● REQUIRED WORK:
An identical reprint of the entire listing below is expected.

────────────────────────────────────────

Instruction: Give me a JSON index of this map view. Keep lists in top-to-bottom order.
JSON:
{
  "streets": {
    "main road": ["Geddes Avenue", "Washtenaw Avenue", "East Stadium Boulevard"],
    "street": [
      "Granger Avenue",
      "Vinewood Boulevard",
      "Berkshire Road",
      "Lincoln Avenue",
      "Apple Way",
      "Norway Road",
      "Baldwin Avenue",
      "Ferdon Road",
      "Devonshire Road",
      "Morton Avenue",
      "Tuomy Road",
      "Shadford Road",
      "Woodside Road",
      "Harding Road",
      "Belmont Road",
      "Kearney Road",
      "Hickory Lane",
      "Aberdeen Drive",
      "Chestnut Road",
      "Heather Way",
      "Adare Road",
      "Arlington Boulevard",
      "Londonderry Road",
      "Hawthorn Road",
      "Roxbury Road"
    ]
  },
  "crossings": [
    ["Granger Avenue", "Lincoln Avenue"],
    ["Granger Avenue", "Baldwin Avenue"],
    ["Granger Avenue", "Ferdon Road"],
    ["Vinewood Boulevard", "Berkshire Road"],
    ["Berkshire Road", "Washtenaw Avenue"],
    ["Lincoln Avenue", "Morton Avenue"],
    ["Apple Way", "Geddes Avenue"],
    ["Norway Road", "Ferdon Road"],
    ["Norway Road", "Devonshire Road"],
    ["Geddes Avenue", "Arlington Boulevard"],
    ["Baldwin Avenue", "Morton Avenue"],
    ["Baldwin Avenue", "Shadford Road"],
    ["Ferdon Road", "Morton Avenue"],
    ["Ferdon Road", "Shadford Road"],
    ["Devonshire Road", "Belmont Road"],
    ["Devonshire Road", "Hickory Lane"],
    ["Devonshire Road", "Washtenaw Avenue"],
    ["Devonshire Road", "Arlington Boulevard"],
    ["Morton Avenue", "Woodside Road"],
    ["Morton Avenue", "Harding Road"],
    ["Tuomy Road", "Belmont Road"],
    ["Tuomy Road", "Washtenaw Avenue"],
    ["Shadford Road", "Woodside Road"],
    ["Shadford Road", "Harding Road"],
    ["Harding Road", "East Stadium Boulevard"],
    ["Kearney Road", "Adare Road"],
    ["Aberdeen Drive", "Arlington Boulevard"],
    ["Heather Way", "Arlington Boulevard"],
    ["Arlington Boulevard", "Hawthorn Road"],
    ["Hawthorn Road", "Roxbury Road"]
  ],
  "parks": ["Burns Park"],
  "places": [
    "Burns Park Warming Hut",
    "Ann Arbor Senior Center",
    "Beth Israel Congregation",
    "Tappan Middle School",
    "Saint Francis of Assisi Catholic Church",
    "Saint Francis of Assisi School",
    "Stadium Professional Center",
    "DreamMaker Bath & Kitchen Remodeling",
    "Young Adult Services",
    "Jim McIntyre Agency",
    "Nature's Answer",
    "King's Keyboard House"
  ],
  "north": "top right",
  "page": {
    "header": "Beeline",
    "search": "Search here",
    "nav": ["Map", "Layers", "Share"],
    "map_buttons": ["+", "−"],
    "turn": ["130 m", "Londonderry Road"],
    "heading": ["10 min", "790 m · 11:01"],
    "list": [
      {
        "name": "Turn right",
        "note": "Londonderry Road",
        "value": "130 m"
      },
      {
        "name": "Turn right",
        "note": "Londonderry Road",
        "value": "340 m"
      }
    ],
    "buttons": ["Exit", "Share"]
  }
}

────────────────────────────────────────

● FINAL ANSWER:
Instruction: Give me a JSON index of this map view. Keep lists in top-to-bottom order.
JSON:
{
  "streets": {
    "main road": ["Geddes Avenue", "Washtenaw Avenue", "East Stadium Boulevard"],
    "street": [
      "Granger Avenue",
      "Vinewood Boulevard",
      "Berkshire Road",
      "Lincoln Avenue",
      "Apple Way",
      "Norway Road",
      "Baldwin Avenue",
      "Ferdon Road",
      "Devonshire Road",
      "Morton Avenue",
      "Tuomy Road",
      "Shadford Road",
      "Woodside Road",
      "Harding Road",
      "Belmont Road",
      "Kearney Road",
      "Hickory Lane",
      "Aberdeen Drive",
      "Chestnut Road",
      "Heather Way",
      "Adare Road",
      "Arlington Boulevard",
      "Londonderry Road",
      "Hawthorn Road",
      "Roxbury Road"
    ]
  },
  "crossings": [
    ["Granger Avenue", "Lincoln Avenue"],
    ["Granger Avenue", "Baldwin Avenue"],
    ["Granger Avenue", "Ferdon Road"],
    ["Vinewood Boulevard", "Berkshire Road"],
    ["Berkshire Road", "Washtenaw Avenue"],
    ["Lincoln Avenue", "Morton Avenue"],
    ["Apple Way", "Geddes Avenue"],
    ["Norway Road", "Ferdon Road"],
    ["Norway Road", "Devonshire Road"],
    ["Geddes Avenue", "Arlington Boulevard"],
    ["Baldwin Avenue", "Morton Avenue"],
    ["Baldwin Avenue", "Shadford Road"],
    ["Ferdon Road", "Morton Avenue"],
    ["Ferdon Road", "Shadford Road"],
    ["Devonshire Road", "Belmont Road"],
    ["Devonshire Road", "Hickory Lane"],
    ["Devonshire Road", "Washtenaw Avenue"],
    ["Devonshire Road", "Arlington Boulevard"],
    ["Morton Avenue", "Woodside Road"],
    ["Morton Avenue", "Harding Road"],
    ["Tuomy Road", "Belmont Road"],
    ["Tuomy Road", "Washtenaw Avenue"],
    ["Shadford Road", "Woodside Road"],
    ["Shadford Road", "Harding Road"],
    ["Harding Road", "East Stadium Boulevard"],
    ["Kearney Road", "Adare Road"],
    ["Aberdeen Drive", "Arlington Boulevard"],
    ["Heather Way", "Arlington Boulevard"],
    ["Arlington Boulevard", "Hawthorn Road"],
    ["Hawthorn Road", "Roxbury Road"]
  ],
  "parks": ["Burns Park"],
  "places": [
    "Burns Park Warming Hut",
    "Ann Arbor Senior Center",
    "Beth Israel Congregation",
    "Tappan Middle School",
    "Saint Francis of Assisi Catholic Church",
    "Saint Francis of Assisi School",
    "Stadium Professional Center",
    "DreamMaker Bath & Kitchen Remodeling",
    "Young Adult Services",
    "Jim McIntyre Agency",
    "Nature's Answer",
    "King's Keyboard House"
  ],
  "north": "top right",
  "page": {
    "header": "Beeline",
    "search": "Search here",
    "nav": ["Map", "Layers", "Share"],
    "map_buttons": ["+", "−"],
    "turn": ["130 m", "Londonderry Road"],
    "heading": ["10 min", "790 m · 11:01"],
    "list": [
      {
        "name": "Turn right",
        "note": "Londonderry Road",
        "value": "130 m"
      },
      {
        "name": "Turn right",
        "note": "Londonderry Road",
        "value": "340 m"
      }
    ],
    "buttons": ["Exit", "Share"]
  }
}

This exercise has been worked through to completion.